El mes de abril, fue el mes del autismo, es por ello que desde nuestro centro queremos explicar a grandes rasgos, cuáles son las características más importantes de este trastorno.

Para comenzar y aclarar términos, podemos decir que en el DSM-IV, la categoría de los trastornos generalizados del desarrollo comportaban cinco subtipos de autismo: el trastorno del autismo, el síndrome de Asperger, el trastorno desintegrativo infantil, el trastorno generalizado del desarrollo no especificado (TGD no especificado) y el síndrome de Rett.

Actualmente, el DSM-V ha sustituido cuatro de estos subtipos (trastorno del autismo, síndrome de Asperger, trastorno desintegrativo infantil y TGD no especificado) por la categoría general “Trastornos del Espectro Autista” (TEA). El síndrome de Rett ya no forma parte de este sistema de clasificación.

Debemos destacar que la etiología del autismo, sigue presentándose como algo problemático, pendiente de solución, abierto. La investigación actual, no solo destaca los aspectos psicológicos del síndrome, sino que ha podido demostrar que el origen del autismo se vincula con un desajuste orgánico en el cual intervienen distintos factores que tienen como camino en común la producción de un defecto en la funcionalidad del Sistema Nervioso Central.

Por lo tanto, los Trastornos del Espectro Autista, se definen como una disfunción neurológica crónica con fuerte base genética que desde edades tempranas se manifiesta en una serie de síntomas relacionados con la interacción social, la comunicación y la falta de flexibilidad en el razonamiento y comportamientos. El grado de gravedad, forma y edad de aparición de cada uno de los criterios va a variar de un individuo a otro, definiendo cada una de las categorías diagnósticas. A pesar de las clasificaciones, ninguna persona que presenta un TEA es igual a otro en cuanto a características observables. En todos los casos se presentan manifestaciones clínicas en varios aspectos de las siguientes áreas: interacción social, comunicación y repertorio restringido de intereses y comportamientos.

Dentro de la sintomatología básica podemos destacar los siguientes puntos:

 

ALTERACIONES DEL LENGUAJE

En la mayoría de los casos, la primera sospecha que tienen los padres de que su hijo tiene algún problema surge cuando detectan que el niño no muestra un desarrollo adecuado del lenguaje.

La comunicación intencional, activa y espontánea, que suele desarrollar el niño desde los 8-9 meses se ve bastante limitada en los niños con autismo. La falta de sonrisa social, contacto visual, gestos y vocalizaciones comunicativas son varias de las características más evidentes de su conducta. Estas dificultades se hacen aún más latentes a partir del año y medio o dos años de edad, en la que los niños que presentan un desarrollo adecuado hacen progresos muy rápidos en la adquisición del lenguaje y las conductas simbólicas.

Los niños con autismo que llegan a hablar lo hacen de forma característica, con patrones lingüísticos cualitativamente diferentes de los niños con un desarrollo normal y de los niños con otros trastornos del habla. Además, un alto porcentaje de niños con autismo no adquiere lenguaje verbal.

 

ALTERACIONES MOTORAS

Otra característica incluida en los criterios diagnósticos, hace referencia a los restrictivos patrones de conducta repetitivos y estereotipados.

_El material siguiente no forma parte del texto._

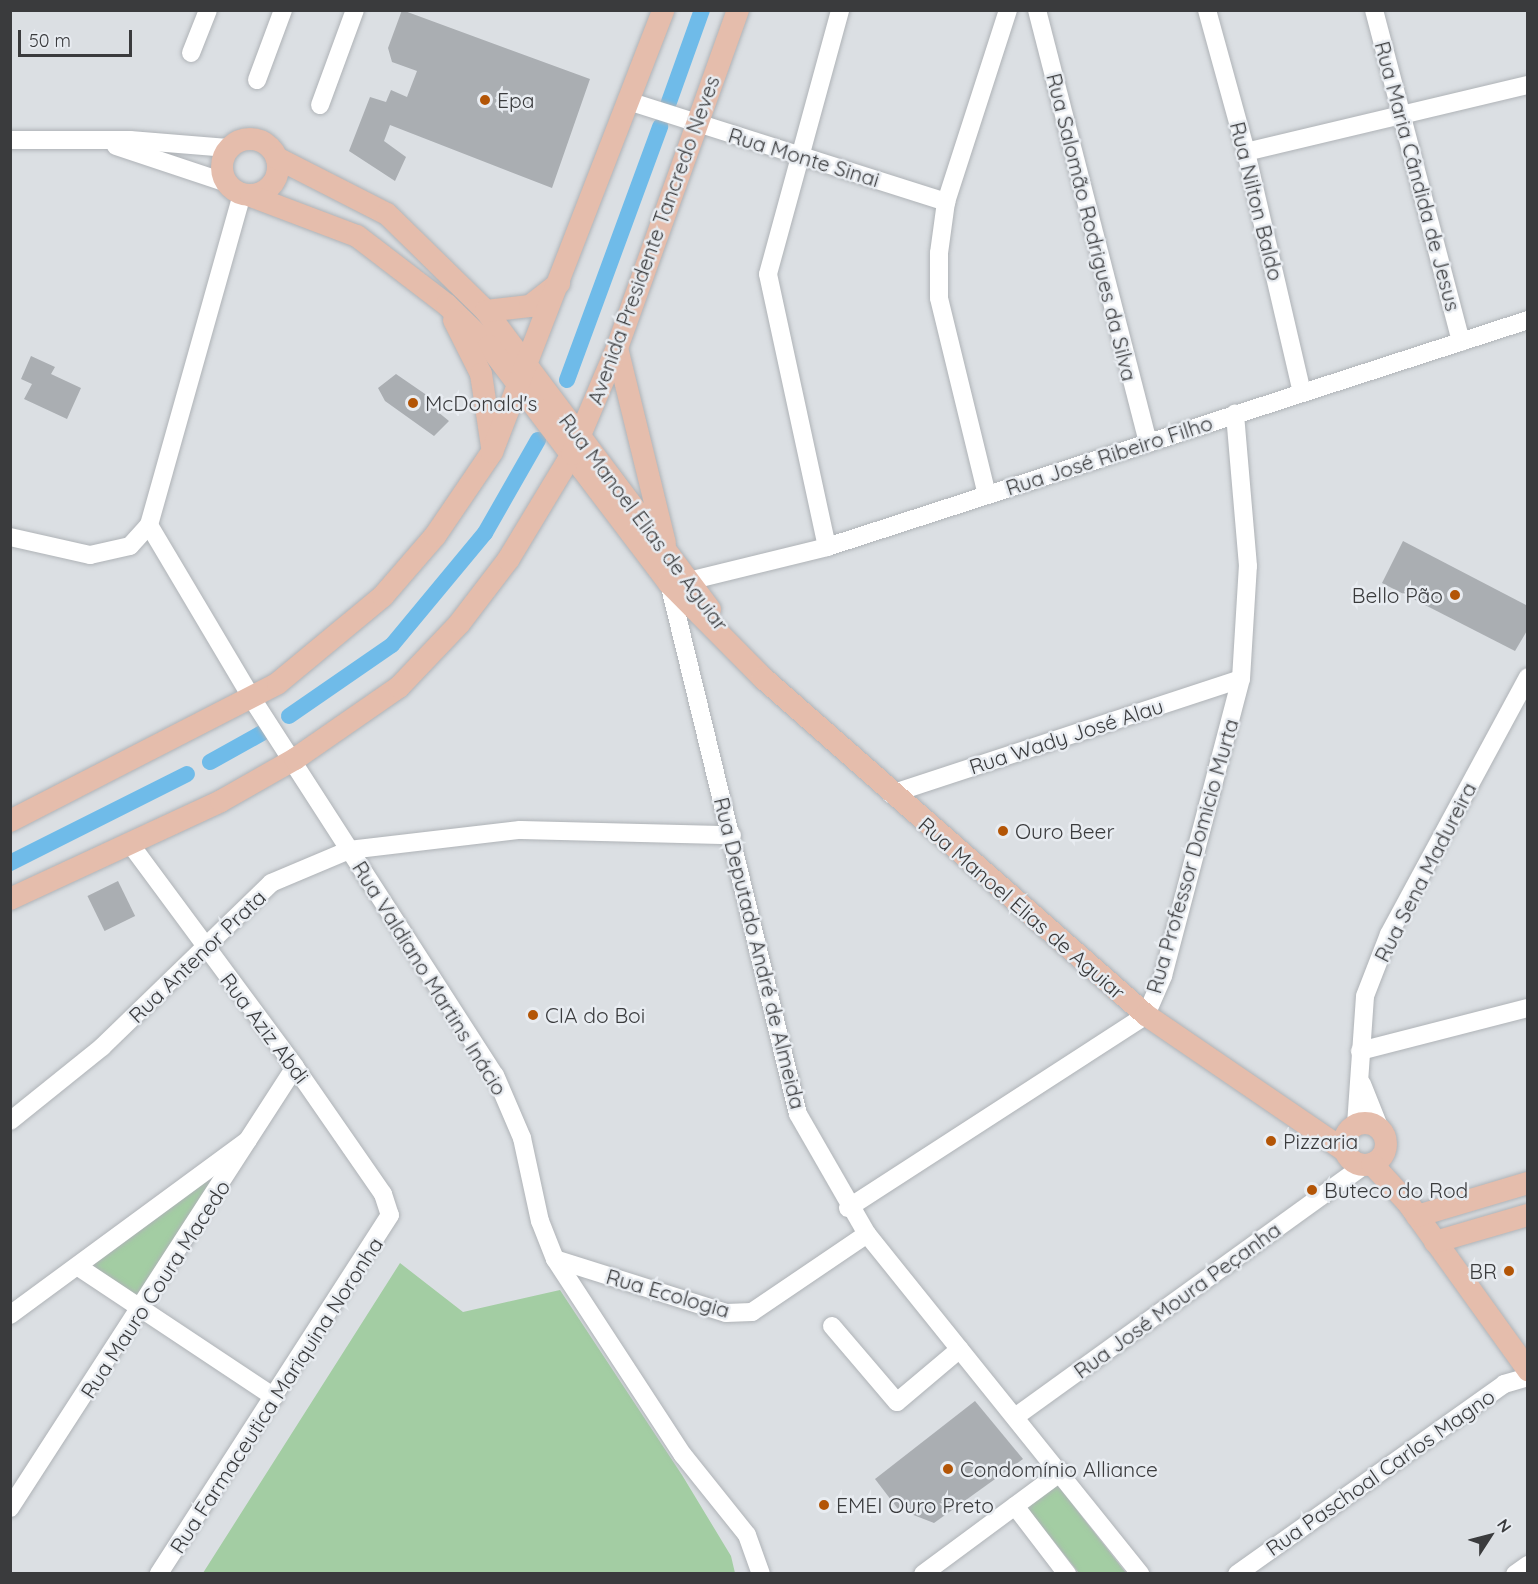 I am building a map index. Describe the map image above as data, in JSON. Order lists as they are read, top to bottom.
{
  "streets": {
    "main road": ["Avenida Presidente Tancredo Neves", "Rua Manoel Elias de Aguiar", "Rua Sena Madureira"],
    "street": [
      "Rua Monte Sinai",
      "Rua Maria Cândida de Jesus",
      "Rua Nilton Baldo",
      "Rua Salomão Rodrigues da Silva",
      "Rua José Ribeiro Filho",
      "Rua Wady José Alau",
      "Rua Professor Domicio Murta",
      "Rua Deputado André de Almeida",
      "Rua Antenor Prata",
      "Rua Valdiano Martins Inácio",
      "Rua Aziz Abdi",
      "Rua Mauro Coura Macedo",
      "Rua Ecologia",
      "Rua José Moura Peçanha",
      "Rua Farmaceutica Mariquina Noronha",
      "Rua Paschoal Carlos Magno"
    ]
  },
  "crossings": [
    ["Rua Monte Sinai", "Avenida Presidente Tancredo Neves"],
    ["Rua Maria Cândida de Jesus", "Rua José Ribeiro Filho"],
    ["Rua Nilton Baldo", "Rua José Ribeiro Filho"],
    ["Rua Salomão Rodrigues da Silva", "Rua José Ribeiro Filho"],
    ["Avenida Presidente Tancredo Neves", "Rua Manoel Elias de Aguiar"],
    ["Avenida Presidente Tancredo Neves", "Rua Valdiano Martins Inácio"],
    ["Avenida Presidente Tancredo Neves", "Rua Aziz Abdi"],
    ["Rua José Ribeiro Filho", "Rua Manoel Elias de Aguiar"],
    ["Rua José Ribeiro Filho", "Rua Professor Domicio Murta"],
    ["Rua José Ribeiro Filho", "Rua Deputado André de Almeida"],
    ["Rua Manoel Elias de Aguiar", "Rua Wady José Alau"],
    ["Rua Manoel Elias de Aguiar", "Rua Professor Domicio Murta"],
    ["Rua Manoel Elias de Aguiar", "Rua Sena Madureira"],
    ["Rua Manoel Elias de Aguiar", "Rua Deputado André de Almeida"],
    ["Rua Manoel Elias de Aguiar", "Rua José Moura Peçanha"],
    ["Rua Wady José Alau", "Rua Professor Domicio Murta"],
    ["Rua Professor Domicio Murta", "Rua Deputado André de Almeida"],
    ["Rua Sena Madureira", "Rua José Moura Peçanha"],
    ["Rua Deputado André de Almeida", "Rua Antenor Prata"],
    ["Rua Deputado André de Almeida", "Rua Ecologia"],
    ["Rua Deputado André de Almeida", "Rua José Moura Peçanha"],
    ["Rua Antenor Prata", "Rua Valdiano Martins Inácio"],
    ["Rua Antenor Prata", "Rua Aziz Abdi"],
    ["Rua Valdiano Martins Inácio", "Rua Ecologia"],
    ["Rua Aziz Abdi", "Rua Mauro Coura Macedo"],
    ["Rua Aziz Abdi", "Rua Farmaceutica Mariquina Noronha"]
  ],
  "places": [
    "Epa",
    "McDonald's",
    "Bello Pão",
    "Ouro Beer",
    "CIA do Boi",
    "Pizzaria",
    "Buteco do Rod",
    "BR",
    "Condomínio Alliance",
    "EMEI Ouro Preto"
  ],
  "scale_bar": "50 m",
  "north": "top right"
} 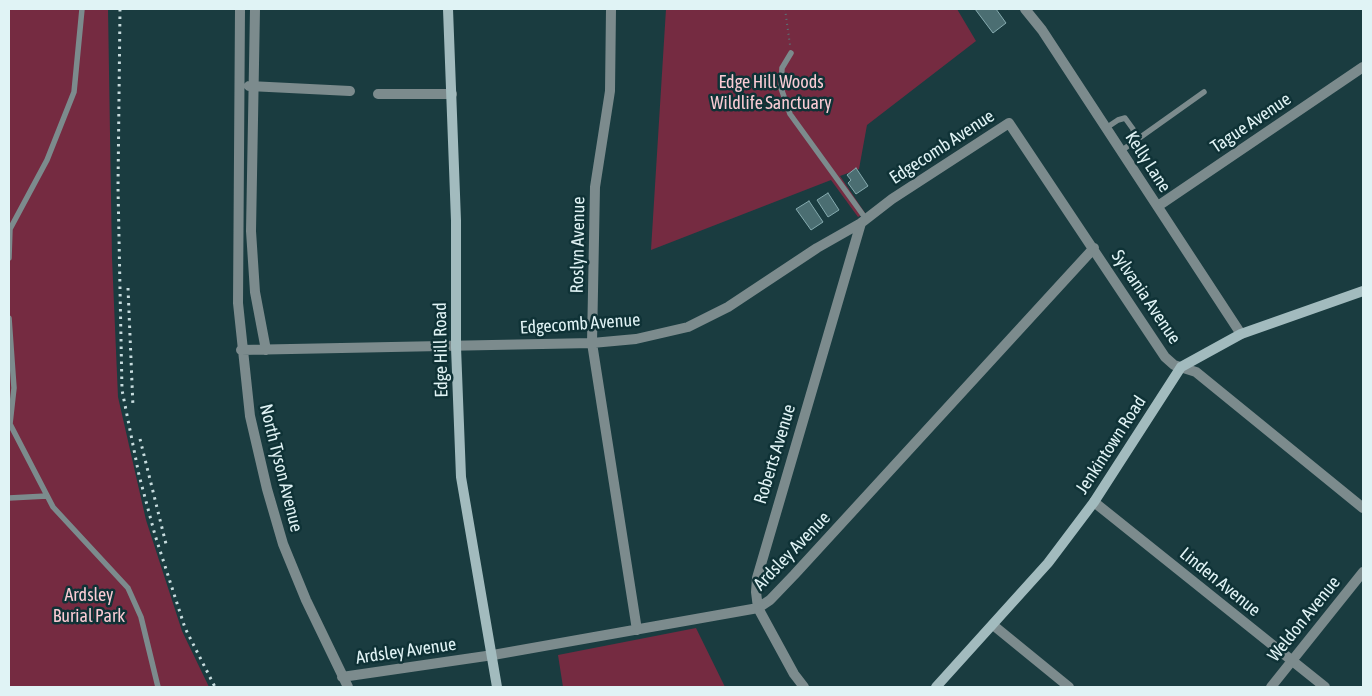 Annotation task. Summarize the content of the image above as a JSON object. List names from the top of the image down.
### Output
{
  "streets": {
    "street": [
      "Tague Avenue",
      "Edgecomb Avenue",
      "Kelly Lane",
      "Roslyn Avenue",
      "Sylvania Avenue",
      "Edge Hill Road",
      "Jenkintown Road",
      "Roberts Avenue",
      "North Tyson Avenue",
      "Ardsley Avenue",
      "Linden Avenue",
      "Weldon Avenue"
    ]
  },
  "crossings": [
    ["Tague Avenue", "Kelly Lane"],
    ["Edgecomb Avenue", "Roslyn Avenue"],
    ["Edgecomb Avenue", "Sylvania Avenue"],
    ["Edgecomb Avenue", "Edge Hill Road"],
    ["Edgecomb Avenue", "Roberts Avenue"],
    ["Edgecomb Avenue", "North Tyson Avenue"],
    ["Kelly Lane", "Jenkintown Road"],
    ["Roslyn Avenue", "Ardsley Avenue"],
    ["Sylvania Avenue", "Jenkintown Road"],
    ["Sylvania Avenue", "Ardsley Avenue"],
    ["Edge Hill Road", "Ardsley Avenue"],
    ["Jenkintown Road", "Linden Avenue"],
    ["Roberts Avenue", "Ardsley Avenue"],
    ["North Tyson Avenue", "Ardsley Avenue"],
    ["Linden Avenue", "Weldon Avenue"]
  ],
  "parks": ["Edge Hill Woods Wildlife Sanctuary", "Ardsley Burial Park"]
}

La conducta estereotipada, también denominada conducta autoestimuladora, ha sido descrita como un comportamiento repetitivo, persistente y reiterado que tiene como función aparente proveer al niño de retroalimentación sensorial o calmante (balanceo, saltos, aleteo…).

Las conductas autolesivas suponen otra característica más dentro de las alteraciones motoras (golpearse la cabeza, morderse las manos, tirarse del pelo…).

ALTERACIONES COGNITIVAS

Los procesos atencionales, sensoriales, perceptivos, intelectuales, etc. se hallan claramente alterados en estos niños. Entre ellos, los que más atención han recibido son los sensorioperceptivos y la capacidad intelectual.

Dentro de este punto, hacemos referencia además a la Teoría de la Mente, que se refiere a la capacidad de atribuir pensamientos e intenciones a otras personas. Muchas personas con autismo no se dan cuenta de que otros pueden tener diferentes pensamientos, planes y perspectivas que los suyos.

CAPACIDAD INTELECTUAL

Los datos apuntan que la capacidad intelectual de los niños con autismo posee las mismas características que el resto. Tiende a permanecer estable durante la infancia y adolescencia, y, puede ser un criterio predictivo de las adquisiciones educativas, no obstante, parece claro que las personas con autismo procesan la información de forma cualitativamente diferente a los demás.

ATENCIÓN Y SENSOPERCEPCIÓN

Una característica esencial en el autismo es la alteración que manifiestan estos niños ante la estimulación sensorial.

Diversos estudios han demostrado que los niños con autismo responden sólo a un componente de la información sensorial disponible, la llamada hipersensibilidad estimular.

Además de estos síntomas básicos nombrados anteriormente, existe una sintomatología asociada, como puede ser:

  • Deficiencia mental
  • Hiperactividad (infancia)
  • Hipoactividad (adolescencia y edad adulta)
  • Cambios de humor.
  • Baja tolerancia a la frustración.
  • Crisis de agitación (con o sin causa aparente)
  • Impulsividad.
  • Autoagresividad.
  • Heteroagresividad (menos frecuente que la autoagresividad).
  • Respuestas paradójicas a los estímulos auditivos.
  • Alteraciones del sueño.
  • Trastornos de alimentación (selectividad).
  • Crisis epilépticas (20-25% de la población total).

Para finalizar, debemos tener en cuenta que el Autismo tiene tantos niveles y rostros como personas que lo padecen, no todos presentan la misma sintomatología, ni lo sufren en el mismo grado o intensidad, es por ello que hablamos de Espectro Autista para clasificar e incluir sus diversas manifestaciones.

Desde nuestra experiencia y el trato diario con nuestros chicos con autismo, podemos decir que es de gran importancia saber empatizar y entender cómo perciben ellos el mundo que les rodea, sus intereses, gustos…no sólo basarnos en enseñar y jugar a “nuestra” manera, si no tener en cuenta, y adaptarnos a su forma de actuar para favorecer un vínculo que nos permitirá lograr unos resultados mayores en la intervención.

 

Porque todos compartimos el mismo mundo, aunque lo veamos desde perspectivas diferentes, eso nos enriquece


Yaiza Martín Abreu
Logopeda especialista C.L.P.M.A.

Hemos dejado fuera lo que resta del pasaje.